Task statement:
From the line containing "Transcribe the names" to the last line of the records, please reproduce every line exactly and nothing more.

Stored items:

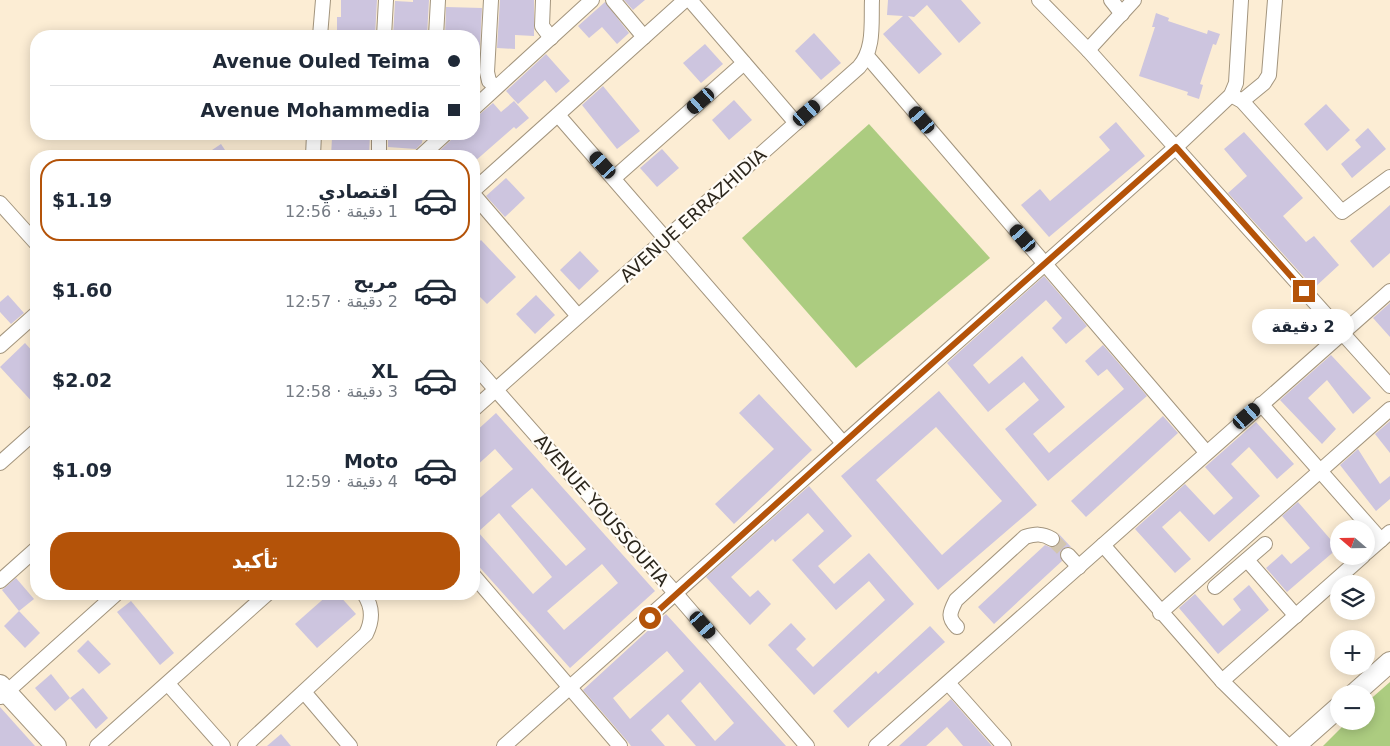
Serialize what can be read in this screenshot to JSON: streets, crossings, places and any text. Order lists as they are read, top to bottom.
{
  "streets": {
    "street": ["AVENUE ERRAZHIDIA", "AVENUE YOUSSOUFIA"]
  },
  "crossings": [
    ["AVENUE ERRAZHIDIA", "AVENUE YOUSSOUFIA"]
  ],
  "north": "left",
  "page": {
    "banner": ["Avenue Ouled Teima", "Avenue Mohammedia"],
    "list": [
      {
        "name": "اقتصادي",
        "note": "1 دقيقة · 12:56",
        "value": "$1.19"
      },
      {
        "name": "مريح",
        "note": "2 دقيقة · 12:57",
        "value": "$1.60"
      },
      {
        "name": "XL",
        "note": "3 دقيقة · 12:58",
        "value": "$2.02"
      },
      {
        "name": "Moto",
        "note": "4 دقيقة · 12:59",
        "value": "$1.09"
      }
    ],
    "bubble": "2 دقيقة",
    "map_buttons": ["+", "−"],
    "buttons": "تأكيد"
  }
}
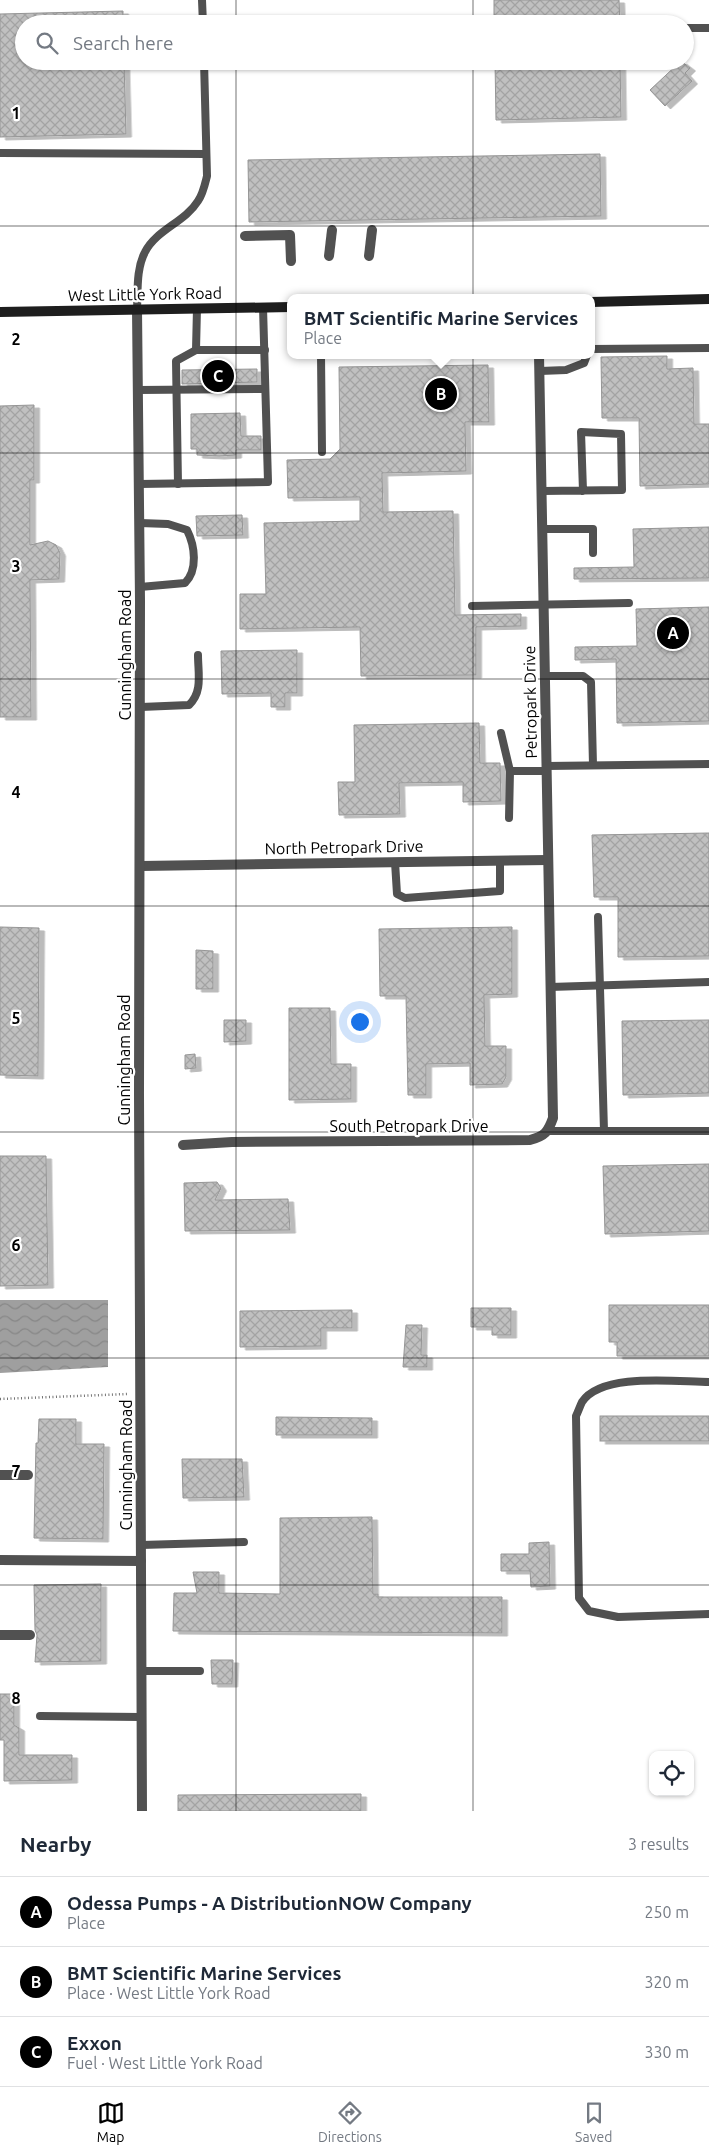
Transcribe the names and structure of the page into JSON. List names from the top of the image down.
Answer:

Your response:
Transcribe the names and structure of the page into JSON. List names from the top of the image down.
Answer:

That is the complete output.